Sinobi Ransomware

Sinobi Ransomware is a Windows-targeting ransomware-as-a-service (RaaS) operation that emerged in mid-2025. It is suspected to be a rebrand/successor or splinter of the Lynx ransomware group, with reported lineage ties to the INC Ransomware family; technical comparisons cited include BinDiff similarity of ~63.2% (Lynx vs Sinobi) and ~55.9% (INC Ransom vs Sinobi), consistent with shared tooling/source code rather than definitive operator identity.

Sinobi is described as operating a hybrid model with a closed set of trusted affiliates plus in-house operators, and it uses double extortion: theft/exfiltration of victim data with threats of publication on a Tor-based leak site, followed by file encryption. It primarily targets medium-to-large organizations, with victim sectors including manufacturing, healthcare, financial services, and education; most victims are reported in the United States, with additional activity in Canada, Australia, and the United Kingdom. One observed victim mentioned is Impressico Business Solutions (data posted on Sinobi’s dark web site).

Initial access has been observed via compromised remote access credentials (VPN gateways and RDP), phishing with malicious attachments/links, and exploitation of SonicWall-related vulnerabilities including CVE-2024-53704 (SonicWall SSL VPN authentication) and CVE-2024-40766 (improper access control). Reporting also notes deployments via compromised SonicWall SSL VPN credentials.

Post-compromise activity described includes creation of new local administrator accounts and adding accounts to Domain Admins, domain/share/privileged-account enumeration via scripts and living-off-the-land tooling, lateral movement to high-value systems (database, backup, and mail servers), and defense evasion including locating and using Carbon Black EDR uninstall credentials to remove the EDR. Data collection includes financial records, intellectual property, and customer data; exfiltration is reported using rclone to attacker-controlled infrastructure.

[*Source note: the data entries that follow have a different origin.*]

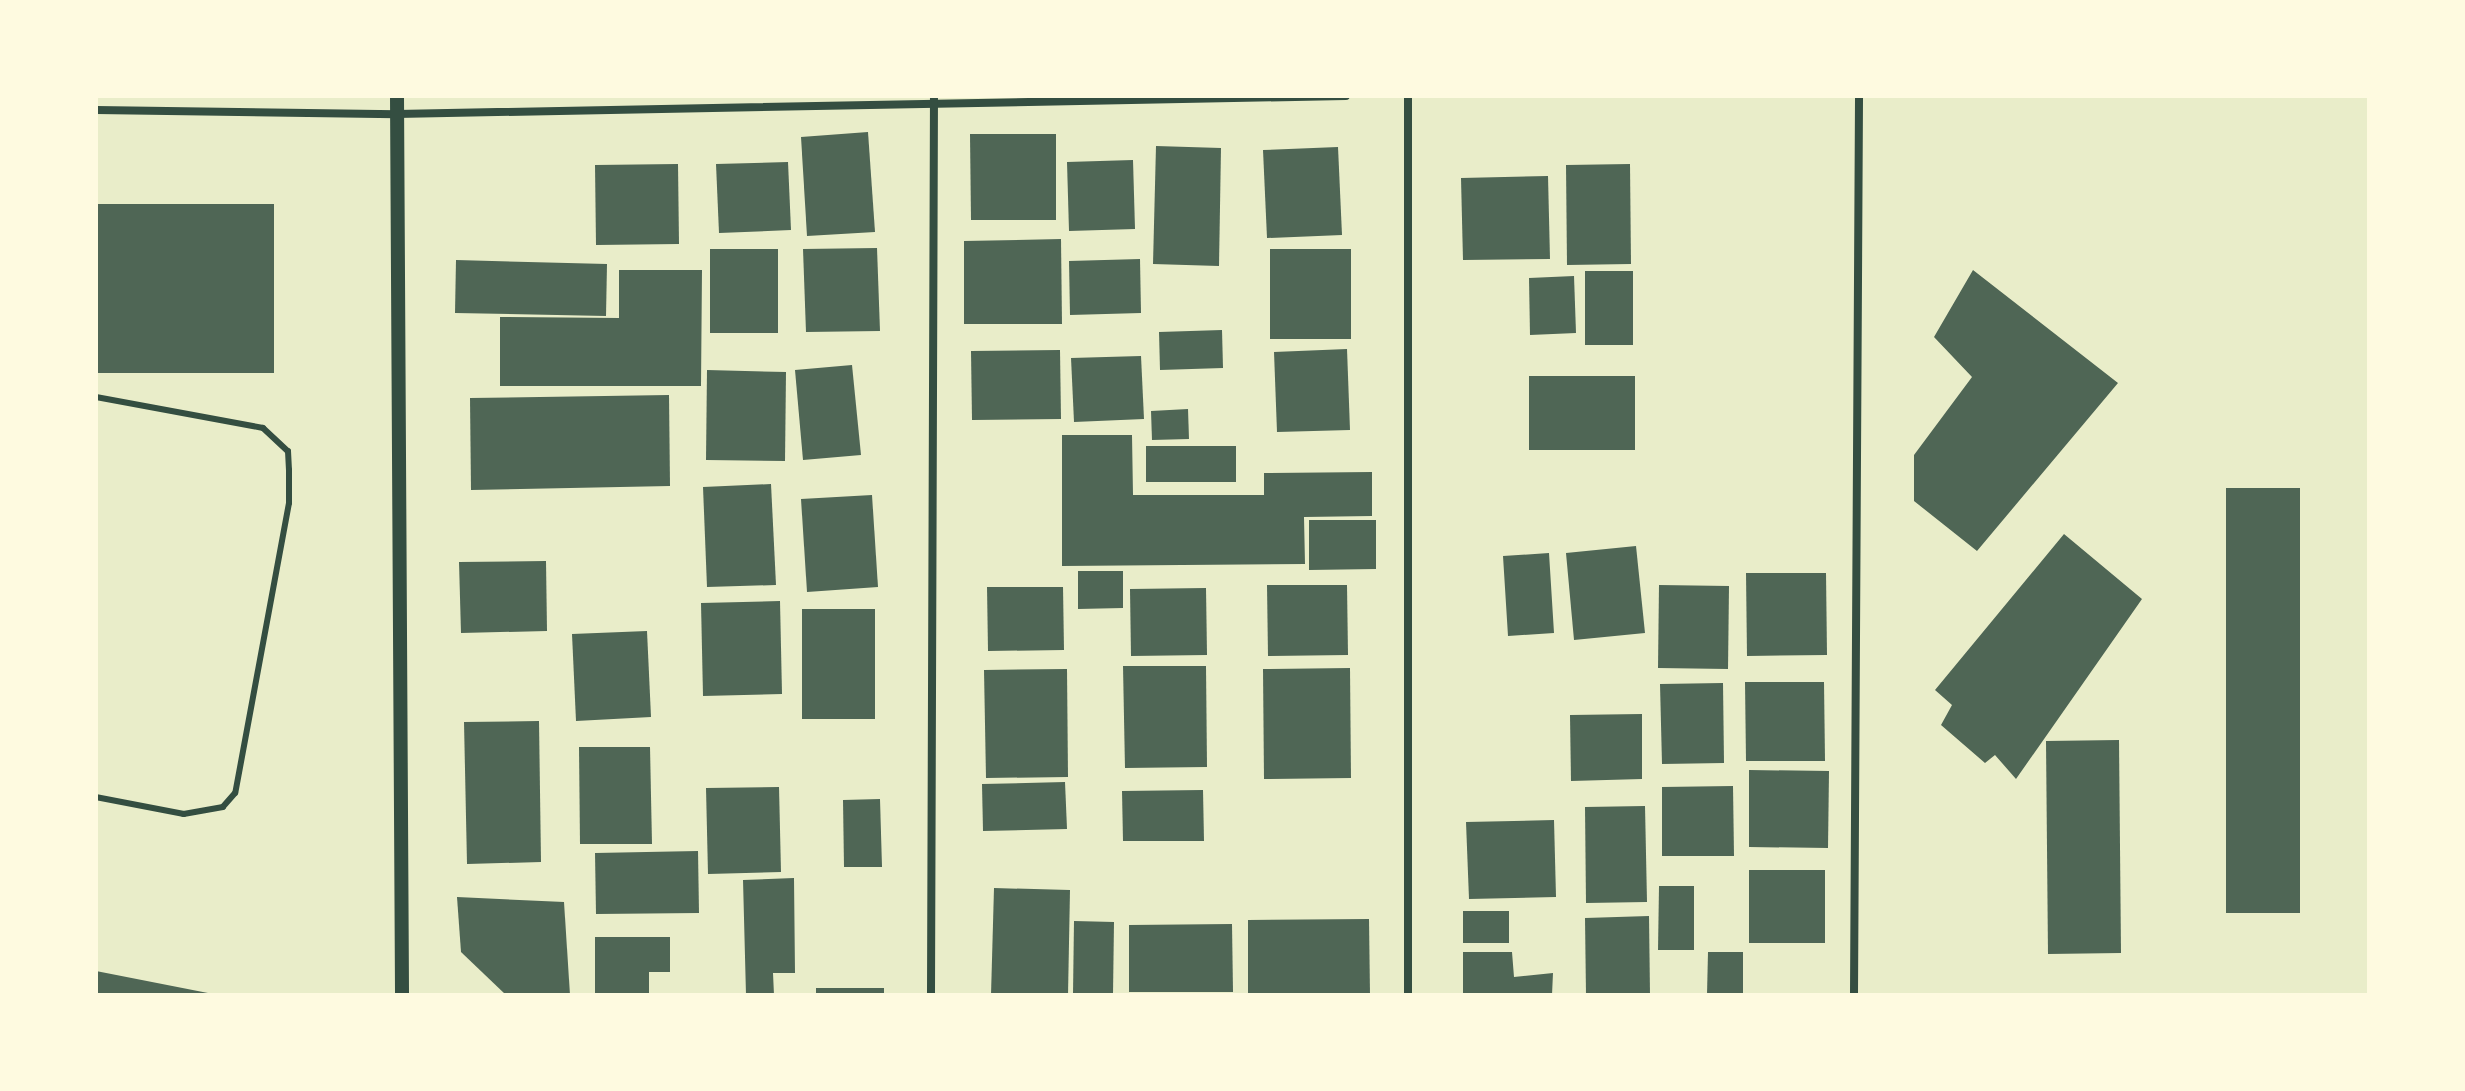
<!DOCTYPE html>
<html>
<head>
<meta charset="utf-8">
<style>
  body { margin:0 }
  #map { position:relative; width:2465px; height:1091px; overflow:hidden; background:#e9edc9; font-family:"Libre Baskerville",serif }
  div>[style] { position:absolute }
  .building>* { inset:0; background:#4f6655 }
  .service>* { height:6px; margin:-3px; padding:0 3px; transform-origin:3px; border-radius:3px; background:#344e41 }
  .minor>* { height:8px; margin:-4px; padding:0 4px; transform-origin:4px; border-radius:4px; background:#344e41 }
  .tertiary>* { height:14px; margin:-7px; padding:0 7px; transform-origin:7px; border-radius:7px; background:#344e41 }
  span { translate:-50% -50%; white-space:nowrap; text-align:center; line-height:1.15; -webkit-text-stroke:7px #fefae0; paint-order:stroke }
  .frame { position:absolute; inset:0; border:98px solid #fefae0; pointer-events:none }
</style>
</head>
<body>
<div id="map">
  <div class="building">
    <div style="clip-path:polygon(868px 132px,875px 232px,807px 236px,801px 137px)"></div>
    <div style="clip-path:polygon(970px 134px,1056px 134px,1056px 220px,971px 220px)"></div>
    <div style="clip-path:polygon(1156px 146px,1221px 148px,1219px 266px,1153px 264px)"></div>
    <div style="clip-path:polygon(1338px 147px,1342px 235px,1267px 238px,1263px 150px)"></div>
    <div style="clip-path:polygon(1133px 160px,1135px 229px,1069px 231px,1067px 162px)"></div>
    <div style="clip-path:polygon(788px 162px,791px 230px,719px 233px,716px 164px)"></div>
    <div style="clip-path:polygon(678px 164px,679px 244px,596px 245px,595px 165px)"></div>
    <div style="clip-path:polygon(1630px 164px,1631px 264px,1567px 265px,1566px 165px)"></div>
    <div style="clip-path:polygon(1548px 176px,1550px 259px,1463px 260px,1461px 178px)"></div>
    <div style="clip-path:polygon(96px 204px,274px 204px,274px 373px,96px 373px)"></div>
    <div style="clip-path:polygon(1061px 239px,1062px 324px,964px 324px,964px 241px)"></div>
    <div style="clip-path:polygon(877px 248px,880px 331px,806px 332px,803px 249px)"></div>
    <div style="clip-path:polygon(710px 249px,778px 249px,778px 333px,710px 333px)"></div>
    <div style="clip-path:polygon(1270px 249px,1351px 249px,1351px 339px,1270px 339px)"></div>
    <div style="clip-path:polygon(1140px 259px,1141px 313px,1070px 315px,1069px 261px)"></div>
    <div style="clip-path:polygon(456px 260px,607px 264px,606px 316px,455px 313px)"></div>
    <div style="clip-path:polygon(619px 270px,702px 270px,701px 386px,500px 386px,500px 317px,619px 318px)"></div>
    <div style="clip-path:polygon(1973px 270px,2118px 383px,1977px 551px,1914px 501px,1914px 455px,1972px 377px,1934px 337px)"></div>
    <div style="clip-path:polygon(1585px 271px,1633px 271px,1633px 345px,1585px 345px)"></div>
    <div style="clip-path:polygon(1574px 276px,1576px 333px,1530px 335px,1529px 278px)"></div>
    <div style="clip-path:polygon(1222px 330px,1223px 368px,1160px 370px,1159px 332px)"></div>
    <div style="clip-path:polygon(1347px 349px,1350px 430px,1277px 432px,1274px 352px)"></div>
    <div style="clip-path:polygon(1060px 350px,1061px 419px,972px 420px,971px 351px)"></div>
    <div style="clip-path:polygon(1141px 356px,1144px 419px,1074px 422px,1071px 358px)"></div>
    <div style="clip-path:polygon(852px 365px,861px 455px,803px 460px,795px 370px)"></div>
    <div style="clip-path:polygon(707px 370px,786px 372px,785px 461px,706px 460px)"></div>
    <div style="clip-path:polygon(1529px 376px,1635px 376px,1635px 450px,1529px 450px)"></div>
    <div style="clip-path:polygon(669px 395px,670px 486px,471px 490px,470px 398px)"></div>
    <div style="clip-path:polygon(1188px 409px,1189px 439px,1152px 440px,1151px 411px)"></div>
    <div style="clip-path:polygon(1062px 435px,1132px 435px,1133px 495px,1264px 495px,1264px 473px,1372px 472px,1372px 516px,1304px 517px,1305px 564px,1062px 566px)"></div>
    <div style="clip-path:polygon(1146px 446px,1236px 446px,1236px 482px,1146px 482px)"></div>
    <div style="clip-path:polygon(771px 484px,776px 585px,707px 587px,703px 487px)"></div>
    <div style="clip-path:polygon(2226px 488px,2300px 488px,2300px 913px,2226px 913px)"></div>
    <div style="clip-path:polygon(872px 495px,878px 587px,807px 592px,801px 499px)"></div>
    <div style="clip-path:polygon(1309px 520px,1376px 520px,1376px 569px,1309px 570px)"></div>
    <div style="clip-path:polygon(2064px 534px,2142px 599px,2016px 779px,1995px 755px,1985px 763px,1941px 725px,1952px 705px,1935px 690px)"></div>
    <div style="clip-path:polygon(1636px 546px,1645px 633px,1574px 640px,1566px 553px)"></div>
    <div style="clip-path:polygon(1549px 553px,1554px 633px,1508px 636px,1503px 556px)"></div>
    <div style="clip-path:polygon(546px 561px,547px 631px,461px 633px,459px 562px)"></div>
    <div style="clip-path:polygon(1078px 571px,1123px 571px,1123px 608px,1078px 609px)"></div>
    <div style="clip-path:polygon(1746px 573px,1826px 573px,1827px 655px,1747px 656px)"></div>
    <div style="clip-path:polygon(1267px 585px,1347px 585px,1348px 655px,1268px 656px)"></div>
    <div style="clip-path:polygon(1659px 585px,1729px 586px,1728px 669px,1658px 668px)"></div>
    <div style="clip-path:polygon(987px 587px,1063px 587px,1064px 650px,988px 651px)"></div>
    <div style="clip-path:polygon(1206px 588px,1207px 655px,1131px 656px,1130px 589px)"></div>
    <div style="clip-path:polygon(780px 601px,782px 694px,703px 696px,701px 603px)"></div>
    <div style="clip-path:polygon(802px 609px,875px 609px,875px 719px,802px 719px)"></div>
    <div style="clip-path:polygon(647px 631px,651px 717px,576px 721px,572px 634px)"></div>
    <div style="clip-path:polygon(1123px 666px,1206px 666px,1207px 767px,1125px 768px)"></div>
    <div style="clip-path:polygon(1350px 668px,1351px 778px,1264px 779px,1263px 669px)"></div>
    <div style="clip-path:polygon(1067px 669px,1068px 777px,986px 778px,984px 670px)"></div>
    <div style="clip-path:polygon(1745px 682px,1824px 682px,1825px 761px,1746px 761px)"></div>
    <div style="clip-path:polygon(1723px 683px,1724px 763px,1662px 764px,1660px 684px)"></div>
    <div style="clip-path:polygon(1642px 714px,1642px 779px,1571px 781px,1570px 715px)"></div>
    <div style="clip-path:polygon(539px 721px,541px 862px,467px 864px,464px 722px)"></div>
    <div style="clip-path:polygon(2119px 740px,2121px 953px,2048px 954px,2046px 741px)"></div>
    <div style="clip-path:polygon(579px 747px,650px 747px,652px 844px,580px 844px)"></div>
    <div style="clip-path:polygon(1749px 770px,1829px 771px,1828px 848px,1749px 847px)"></div>
    <div style="clip-path:polygon(1065px 782px,1067px 829px,983px 831px,982px 784px)"></div>
    <div style="clip-path:polygon(1733px 786px,1734px 856px,1662px 856px,1662px 787px)"></div>
    <div style="clip-path:polygon(779px 787px,781px 872px,708px 874px,706px 788px)"></div>
    <div style="clip-path:polygon(1203px 790px,1204px 841px,1123px 841px,1122px 791px)"></div>
    <div style="clip-path:polygon(880px 799px,882px 867px,844px 867px,843px 800px)"></div>
    <div style="clip-path:polygon(1645px 806px,1647px 902px,1586px 903px,1585px 807px)"></div>
    <div style="clip-path:polygon(1554px 820px,1556px 897px,1469px 899px,1466px 822px)"></div>
    <div style="clip-path:polygon(698px 851px,699px 913px,596px 914px,595px 853px)"></div>
    <div style="clip-path:polygon(1749px 870px,1825px 870px,1825px 943px,1749px 943px)"></div>
    <div style="clip-path:polygon(794px 878px,795px 973px,773px 973px,774px 995px,746px 995px,743px 880px)"></div>
    <div style="clip-path:polygon(1659px 886px,1694px 886px,1694px 950px,1658px 950px)"></div>
    <div style="clip-path:polygon(994px 888px,1070px 890px,1068px 995px,991px 995px)"></div>
    <div style="clip-path:polygon(457px 897px,564px 902px,570px 995px,506px 995px,461px 952px)"></div>
    <div style="clip-path:polygon(1463px 911px,1509px 911px,1509px 943px,1463px 943px)"></div>
    <div style="clip-path:polygon(1649px 916px,1650px 995px,1586px 995px,1585px 918px)"></div>
    <div style="clip-path:polygon(1369px 919px,1370px 995px,1248px 995px,1248px 920px)"></div>
    <div style="clip-path:polygon(1074px 921px,1114px 922px,1113px 994px,1073px 994px)"></div>
    <div style="clip-path:polygon(1232px 924px,1233px 992px,1129px 992px,1129px 925px)"></div>
    <div style="clip-path:polygon(595px 937px,670px 937px,670px 972px,649px 972px,649px 995px,595px 995px)"></div>
    <div style="clip-path:polygon(1463px 952px,1512px 952px,1514px 977px,1553px 973px,1552px 995px,1463px 995px)"></div>
    <div style="clip-path:polygon(1708px 952px,1743px 952px,1743px 995px,1707px 995px)"></div>
    <div style="clip-path:polygon(96px 971px,213px 994px,213px 995px,96px 995px)"></div>
    <div style="clip-path:polygon(816px 988px,884px 988px,884px 995px,816px 995px)"></div>
  </div>
  <div class="service">
    <div style="left:96px;top:397px;width:170px;rotate:10.5deg"></div>
    <div style="left:263px;top:428px;width:34px;rotate:43deg"></div>
    <div style="left:288px;top:451px;width:19px;rotate:87deg"></div>
    <div style="left:289px;top:470px;width:33px;rotate:90deg"></div>
    <div style="left:289px;top:503px;width:295px;rotate:100.5deg"></div>
    <div style="left:235px;top:793px;width:18px;rotate:131deg"></div>
    <div style="left:223px;top:807px;width:40px;rotate:170deg"></div>
    <div style="left:184px;top:814px;width:90px;rotate:-169.1deg"></div>
  </div>
  <div class="minor">
    <div style="left:1408px;top:96px;width:899px;rotate:90deg"></div>
    <div style="left:96px;top:110px;width:301px;rotate:0.8deg"></div>
    <div style="left:397px;top:114px;width:949px;rotate:-1.09deg"></div>
    <div style="left:931px;top:995px;width:899px;rotate:-89.81deg"></div>
    <div style="left:1854px;top:995px;width:899px;rotate:-89.68deg"></div>
  </div>
  <div class="tertiary">
    <div style="left:397px;top:96px;width:899px;rotate:89.68deg"></div>
  </div>
  <div class="frame"></div>
</div>
</body>
</html>
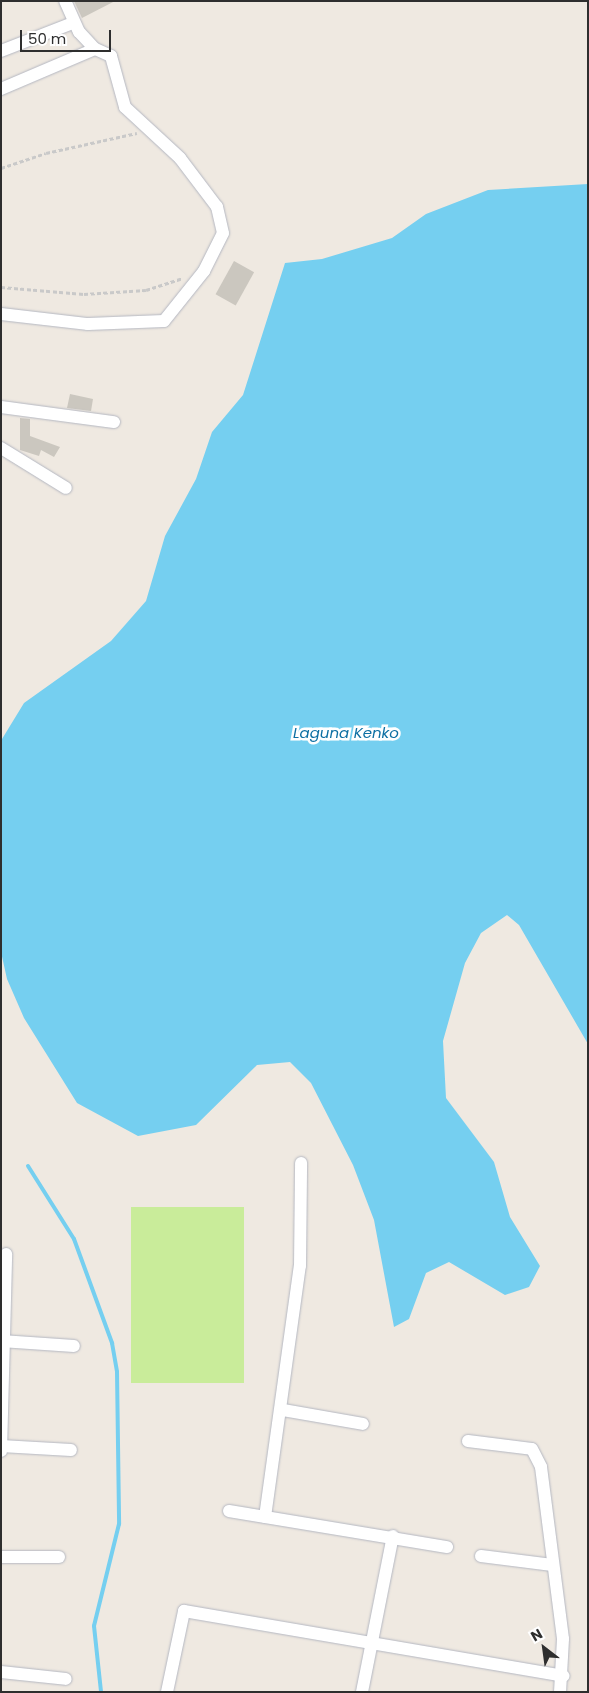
<!DOCTYPE html>
<html>
<head>
<meta charset="utf-8">
<style>
  body { margin:0 }
  #map { position:relative; width:589px; height:1693px; overflow:hidden; background:#efe9e1; font-family:Poppins,sans-serif }
  div>[style] { position:absolute }
  .pitch>* { inset:0; background:#c9ec9a; transform-origin:0 0 }
  .water>* { inset:0; background:#75cff0 }
  .stream>* { height:4px; margin:-2px; padding:0 2px; transform-origin:2px; border-radius:2px; background:#75cff0 }
  .building>* { inset:0; background:#cbc7bf; transform-origin:0 0 }
  .path>* { height:2.5px; margin-top:-1.25px; transform-origin:0; background:repeating-linear-gradient(90deg,#c9c9c9 0 4px,transparent 0 6.5px) }
  .roads { filter:drop-shadow(0 0 1px #b4b7c1) drop-shadow(0 0 1px #b4b7c1) }
  .street>* { height:12px; margin:-6px; padding:0 6px; transform-origin:6px; border-radius:6px; background:#fff }
  span { translate:-50% -50%; white-space:nowrap; text-align:center; line-height:1.15; -webkit-text-stroke:5px #fff; paint-order:stroke }
  .water-label { font-size:15px; color:#0d6fa3; font-style:italic }
  .frame { position:absolute; inset:0; border:2px solid #2e2e2e; pointer-events:none }
  .north { position:absolute; left:519px; top:1623px; width:50px; height:50px; -webkit-text-stroke:4px #fff; paint-order:stroke; rotate:330deg; font-size:14px; font-weight:700; line-height:20px; text-align:center; color:#2e2e2e }
  .north::after { content:''; display:block; margin:auto; width:18px; height:22px; background:#2e2e2e; clip-path:polygon(50% 0,100% 100%,50% 72%,0 100%) }
  .scale { position:absolute; left:20px; top:30px; width:91px; height:22px; box-sizing:border-box; border:2px solid #2e2e2e; border-top:0; padding-left:6px; font-size:15px; line-height:18px; white-space:nowrap; color:#2e2e2e; -webkit-text-stroke:4px #fff; paint-order:stroke }
</style>
</head>
<body>
<div id="map">
  <div class="pitch">
    <i style="left:244px;top:1207px;width:176px;height:113px;rotate:90deg"></i>
  </div>
  <div class="water">
    <i style="clip-path:polygon(588px 184px,588px 1044px,519px 925px,507px 915px,481px 933px,465px 963px,443px 1041px,446px 1098px,494px 1162px,510px 1217px,540px 1266px,529px 1287px,505px 1295px,449px 1262px,426px 1273px,409px 1319px,394px 1327px,374px 1220px,353px 1165px,311px 1083px,290px 1062px,257px 1065px,196px 1125px,138px 1136px,77px 1103px,24px 1018px,7px 979px,1px 952px,2px 739px,24px 703px,111px 641px,146px 601px,165px 536px,196px 479px,212px 432px,243px 395px,285px 263px,322px 259px,392px 238px,426px 214px,488px 190px)"></i>
  </div>
  <div class="stream">
    <i style="left:28px;top:1166px;width:86px;rotate:57.8deg"></i>
    <i style="left:74px;top:1239px;width:111px;rotate:69.9deg"></i>
    <i style="left:112px;top:1343px;width:29px;rotate:80deg"></i>
    <i style="left:117px;top:1372px;width:152px;rotate:89.2deg"></i>
    <i style="left:119px;top:1524px;width:105px;rotate:103.8deg"></i>
    <i style="left:94px;top:1626px;width:66px;rotate:83.9deg"></i>
  </div>
  <div class="building">
    <i style="clip-path:polygon(74px 1px,115px 1px,82px 18px)"></i>
    <i style="left:234px;top:261px;width:23px;height:38px;rotate:29deg"></i>
    <i style="clip-path:polygon(70px 394px,93px 399px,91px 411px,67px 408px)"></i>
    <i style="clip-path:polygon(20px 418px,30px 419px,30px 436px,60px 447px,54px 457px,41px 450px,39px 456px,20px 450px)"></i>
  </div>
  <div class="path">
    <i style="left:1px;top:168px;width:47px;rotate:-18.4deg"></i>
    <i style="left:46px;top:153px;width:93px;rotate:-12.4deg"></i>
    <i style="left:1px;top:287px;width:83px;rotate:4.8deg"></i>
    <i style="left:84px;top:294px;width:62px;rotate:-3.7deg"></i>
    <i style="left:146px;top:290px;width:38px;rotate:-18deg"></i>
  </div>
  <div class="roads">
    <div class="street">
      <i style="left:1px;top:51px;width:77px;rotate:-21.3deg"></i>
      <i style="left:1px;top:89px;width:102px;rotate:-23.1deg"></i>
      <i style="left:1px;top:314px;width:88px;rotate:6.6deg"></i>
      <i style="left:88px;top:324px;width:76px;rotate:-2.3deg"></i>
      <i style="left:164px;top:321px;width:64px;rotate:-51.3deg"></i>
      <i style="left:204px;top:271px;width:42px;rotate:-63.4deg"></i>
      <i style="left:223px;top:233px;width:27px;rotate:-103deg"></i>
      <i style="left:217px;top:207px;width:61px;rotate:-127.1deg"></i>
      <i style="left:180px;top:158px;width:75px;rotate:-137.2deg"></i>
      <i style="left:125px;top:107px;width:53px;rotate:-105.4deg"></i>
      <i style="left:111px;top:56px;width:17px;rotate:-156deg"></i>
      <i style="left:95px;top:49px;width:23px;rotate:-133deg"></i>
      <i style="left:79px;top:32px;width:34px;rotate:-114deg"></i>
      <i style="left:1px;top:407px;width:114px;rotate:7.6deg"></i>
      <i style="left:1px;top:448px;width:76px;rotate:31.6deg"></i>
      <i style="left:1px;top:1341px;width:73px;rotate:3.9deg"></i>
      <i style="left:283px;top:1410px;width:81px;rotate:9.9deg"></i>
      <i style="left:468px;top:1441px;width:64px;rotate:7.1deg"></i>
      <i style="left:532px;top:1449px;width:20px;rotate:63deg"></i>
      <i style="left:541px;top:1467px;width:173px;rotate:82.7deg"></i>
      <i style="left:563px;top:1639px;width:53px;rotate:93.2deg"></i>
      <i style="left:1px;top:1446px;width:70px;rotate:3.3deg"></i>
      <i style="left:1px;top:1451px;width:197px;rotate:-88.5deg"></i>
      <i style="left:229px;top:1511px;width:221px;rotate:9.4deg"></i>
      <i style="left:265px;top:1517px;width:253px;rotate:-82.1deg"></i>
      <i style="left:300px;top:1266px;width:103px;rotate:-89.4deg"></i>
      <i style="left:481px;top:1556px;width:72px;rotate:7.2deg"></i>
      <i style="left:1px;top:1557px;width:58px"></i>
      <i style="left:1px;top:1672px;width:65px;rotate:6.1deg"></i>
      <i style="left:167px;top:1692px;width:83px;rotate:-78.1deg"></i>
      <i style="left:184px;top:1611px;width:385px;rotate:9.7deg"></i>
      <i style="left:362px;top:1692px;width:159px;rotate:-78.8deg"></i>
    </div>
  </div>
  <div class="water-label">
    <span style="left:346px;top:733px">Laguna Kenko</span>
  </div>
  <div class="frame"></div>
  <div class="north">N</div>
  <div class="scale">50 m</div>
</div>
</body>
</html>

Encryption uses Curve25519 (Curve-25519 Donna referenced) for key exchange and AES-128-CTR for file encryption, with per-file keys generated via CryptGenRandom. The malware terminates processes associated with SQL servers, backup services, and Microsoft Exchange to unlock files, deletes Volume Shadow Copies (via DeviceIOControl resizing shadow storage to zero), clears the Recycle Bin (SHEmptyRecycleBinA), mounts hidden drives for encryption, and modifies HKCU\Control Panel\Desktop\Wallpaper to set a ransom wallpaper. Encrypted files are renamed with the .SINOBI extension, and a README.txt ransom note is dropped containing a victim identifier, Tor negotiation instructions, and a countdown timer often set to ~7 days; the note claims the operation is financially motivated and not politically motivated.